Com o alargamento da escolaridade obrigatória e o alongamento do ofício do aluno, a organização escolar tornou-se um dos mais importantes contextos de socialização das crianças e dos jovens. Todavia, este efeito de permanência durável, numa instituição que vem perdendo o monopólio da transmissão de conhecimento, foi acompanhado por mudanças na relação simbólica dos jovens com o espaço e com os modos de o habitar. O declínio do “programa institucional” (Dubet, 2002) e a adesão da escola a uma agenda focada nos resultados alterou as referências socializadoras dos jovens, agora mais plurais e deslocadas para além dos muros do estabelecimento de ensino. As diversas experiências educativas dos jovens (e.g. grupo de pares, redes sociais, desporto, música, movimentos sociais, ...) dispersam os seus interesses e vivências cada vez mais desterritorializadas, retirando ao espaço escolar o exclusivo na criação de vínculos e elos identitários. Cada vez mais refém de métricas e de padrões de excelência, a escola tende a concentrar a sua ação no “treino intensivo” de competências, limitando a expressão de aprendizagens não-formais e informais, essenciais à plena integração dos estudantes. Este recentramento nos resultados exerce um efeito simultâneo de emagrecimento e musculação da socialização: a eliminação das gorduras (dimensões democráticas e participativas) potencia a intensidade do treino, agora mais concentrado e menos dispersivo.

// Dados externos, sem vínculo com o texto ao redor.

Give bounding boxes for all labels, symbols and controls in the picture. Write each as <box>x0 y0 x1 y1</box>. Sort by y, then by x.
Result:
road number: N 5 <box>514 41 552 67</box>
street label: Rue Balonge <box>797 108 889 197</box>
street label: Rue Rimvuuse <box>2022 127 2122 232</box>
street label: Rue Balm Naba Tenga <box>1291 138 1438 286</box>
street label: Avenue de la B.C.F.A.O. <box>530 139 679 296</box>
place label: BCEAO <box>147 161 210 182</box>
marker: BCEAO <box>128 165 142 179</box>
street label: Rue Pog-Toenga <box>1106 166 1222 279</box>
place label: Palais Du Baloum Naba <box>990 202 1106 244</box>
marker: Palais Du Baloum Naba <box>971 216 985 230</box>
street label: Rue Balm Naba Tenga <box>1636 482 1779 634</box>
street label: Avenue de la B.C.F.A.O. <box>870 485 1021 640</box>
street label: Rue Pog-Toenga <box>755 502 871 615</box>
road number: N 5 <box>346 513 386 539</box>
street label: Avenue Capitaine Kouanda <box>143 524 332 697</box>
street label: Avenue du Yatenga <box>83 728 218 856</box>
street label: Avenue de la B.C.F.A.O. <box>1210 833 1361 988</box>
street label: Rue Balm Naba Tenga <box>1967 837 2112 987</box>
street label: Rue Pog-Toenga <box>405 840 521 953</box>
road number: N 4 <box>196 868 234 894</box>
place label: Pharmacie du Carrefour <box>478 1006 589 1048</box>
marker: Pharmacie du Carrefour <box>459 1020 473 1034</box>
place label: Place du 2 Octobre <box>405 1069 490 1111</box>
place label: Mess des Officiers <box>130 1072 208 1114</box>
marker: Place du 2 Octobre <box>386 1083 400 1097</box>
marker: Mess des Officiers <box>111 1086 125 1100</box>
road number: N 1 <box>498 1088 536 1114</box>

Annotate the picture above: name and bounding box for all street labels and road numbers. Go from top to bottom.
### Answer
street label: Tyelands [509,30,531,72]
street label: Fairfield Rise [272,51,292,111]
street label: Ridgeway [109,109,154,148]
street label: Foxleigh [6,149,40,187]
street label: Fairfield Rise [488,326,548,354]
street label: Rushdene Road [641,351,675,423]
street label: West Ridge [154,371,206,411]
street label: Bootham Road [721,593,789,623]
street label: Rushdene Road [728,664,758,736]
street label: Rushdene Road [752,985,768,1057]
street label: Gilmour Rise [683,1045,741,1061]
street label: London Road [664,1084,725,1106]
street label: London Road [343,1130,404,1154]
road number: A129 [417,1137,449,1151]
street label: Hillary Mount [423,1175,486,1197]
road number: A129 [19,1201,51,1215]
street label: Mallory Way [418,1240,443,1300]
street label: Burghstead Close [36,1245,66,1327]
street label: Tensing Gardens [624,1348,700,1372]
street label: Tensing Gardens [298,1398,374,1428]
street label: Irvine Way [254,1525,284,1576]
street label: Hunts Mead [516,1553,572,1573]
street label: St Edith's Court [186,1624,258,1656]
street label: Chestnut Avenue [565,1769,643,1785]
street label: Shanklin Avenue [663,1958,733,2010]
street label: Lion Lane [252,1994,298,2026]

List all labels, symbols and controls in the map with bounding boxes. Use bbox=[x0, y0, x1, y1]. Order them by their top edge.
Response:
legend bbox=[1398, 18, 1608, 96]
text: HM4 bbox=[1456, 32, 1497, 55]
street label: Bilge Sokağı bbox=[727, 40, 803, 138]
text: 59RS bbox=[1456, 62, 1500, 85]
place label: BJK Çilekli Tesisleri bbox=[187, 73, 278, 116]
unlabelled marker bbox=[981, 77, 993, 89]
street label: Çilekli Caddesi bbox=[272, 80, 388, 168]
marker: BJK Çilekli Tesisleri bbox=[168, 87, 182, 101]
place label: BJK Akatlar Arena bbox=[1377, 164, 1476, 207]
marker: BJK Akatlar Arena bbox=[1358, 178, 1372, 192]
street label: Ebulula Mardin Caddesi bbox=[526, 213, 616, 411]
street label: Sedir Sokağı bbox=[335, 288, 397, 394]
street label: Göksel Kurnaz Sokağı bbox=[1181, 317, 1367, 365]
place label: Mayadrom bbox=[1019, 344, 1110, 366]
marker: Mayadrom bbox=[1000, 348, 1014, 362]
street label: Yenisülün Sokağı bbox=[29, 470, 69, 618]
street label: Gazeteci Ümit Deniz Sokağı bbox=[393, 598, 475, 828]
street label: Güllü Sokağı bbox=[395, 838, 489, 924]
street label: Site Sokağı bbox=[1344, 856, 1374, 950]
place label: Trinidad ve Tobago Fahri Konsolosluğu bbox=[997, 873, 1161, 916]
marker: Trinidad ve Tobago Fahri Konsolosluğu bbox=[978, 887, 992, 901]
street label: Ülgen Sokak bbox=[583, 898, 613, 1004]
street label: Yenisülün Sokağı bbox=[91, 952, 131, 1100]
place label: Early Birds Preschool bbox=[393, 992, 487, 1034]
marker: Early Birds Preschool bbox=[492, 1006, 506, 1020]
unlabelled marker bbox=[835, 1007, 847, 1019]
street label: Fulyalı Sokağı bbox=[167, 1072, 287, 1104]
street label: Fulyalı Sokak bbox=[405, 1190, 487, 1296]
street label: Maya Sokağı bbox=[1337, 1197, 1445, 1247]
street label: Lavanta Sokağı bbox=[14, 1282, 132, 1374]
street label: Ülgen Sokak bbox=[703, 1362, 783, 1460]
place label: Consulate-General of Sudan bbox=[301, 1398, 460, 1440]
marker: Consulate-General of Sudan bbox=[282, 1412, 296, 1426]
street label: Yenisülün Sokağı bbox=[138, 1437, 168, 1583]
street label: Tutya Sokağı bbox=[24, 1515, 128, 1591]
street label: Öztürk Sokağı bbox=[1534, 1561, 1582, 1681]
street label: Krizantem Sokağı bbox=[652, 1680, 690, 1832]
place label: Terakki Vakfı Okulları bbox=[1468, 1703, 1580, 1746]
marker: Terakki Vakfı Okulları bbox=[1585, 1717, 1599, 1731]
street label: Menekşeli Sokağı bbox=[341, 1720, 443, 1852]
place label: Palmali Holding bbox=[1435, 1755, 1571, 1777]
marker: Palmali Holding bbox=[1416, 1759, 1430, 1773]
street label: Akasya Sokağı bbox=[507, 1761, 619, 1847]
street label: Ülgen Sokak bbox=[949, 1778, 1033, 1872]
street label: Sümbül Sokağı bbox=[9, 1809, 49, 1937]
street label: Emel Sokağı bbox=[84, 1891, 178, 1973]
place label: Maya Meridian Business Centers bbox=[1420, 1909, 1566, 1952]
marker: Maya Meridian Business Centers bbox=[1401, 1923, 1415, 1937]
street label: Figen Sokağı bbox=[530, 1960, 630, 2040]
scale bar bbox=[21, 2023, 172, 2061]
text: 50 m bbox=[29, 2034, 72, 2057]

O desenvolvimento de uma cultura performativa fomenta uma relação instrumental com o espaço escolar, baseada na procura incessante de vantagens competitivas de curto e médio prazo. Os atores usam estrategicamente o espaço para obter determinados fins, mas não chegam verdadeiramente a habitar os seus recantos. O facto de o investimento na escolarização não corresponder diretamente à concretização de um lugar e estatuto na vida profissional acentuou, também, o distanciamento dos alunos em relação ao universo escolar, representado cada vez mais como um lugar de passagem. Perante a inevitabilidade de um futuro incerto, os jovens prolongam e ampliam o espaço da experiência, investindo prioritariamente no presente como uma espécie de refúgio.
O enfraquecimento dos laços de filiação à “forma escolar”, resultante de uma vivência virtual, fugidia, presentista e parcelar, fragiliza a partilha de um ideário coletivo, arrastando a escola para formas de fragmentação cultural. Este fenómeno não pode ser desligado de um movimento mais global de crescimento do individualismo no mundo contemporâneo. A densidade das regulações e pressões que assolam as sociedades atuais gera como efeito global a desintegração dos laços e das vivências sociais, desembocando num “individualismo institucionalizado”, que marca o horizonte dentro do qual se estrutura o pensamento, a ação e os estilos de vida (Beck & Beck-Gernsheim, 2012). A organização escolar não escapa a esta tendência; porém, a sua matriz democrática exige um exercício permanente de reinvenção e aprofundamento da construção do comum em educação, a partir de uma “arquitetura de pontes” que induza a inclusão (Pais, 2020, p. 183). Eis um dos mais relevantes desafios à investigação em ciências da educação: produzir conhecimento de natureza exotópica capaz de ampliar a compreensão dos dilemas sociais e educacionais contemporâneos que, não emergindo no interior da escola, nela se podem agudizar, desvanecer ou transformar.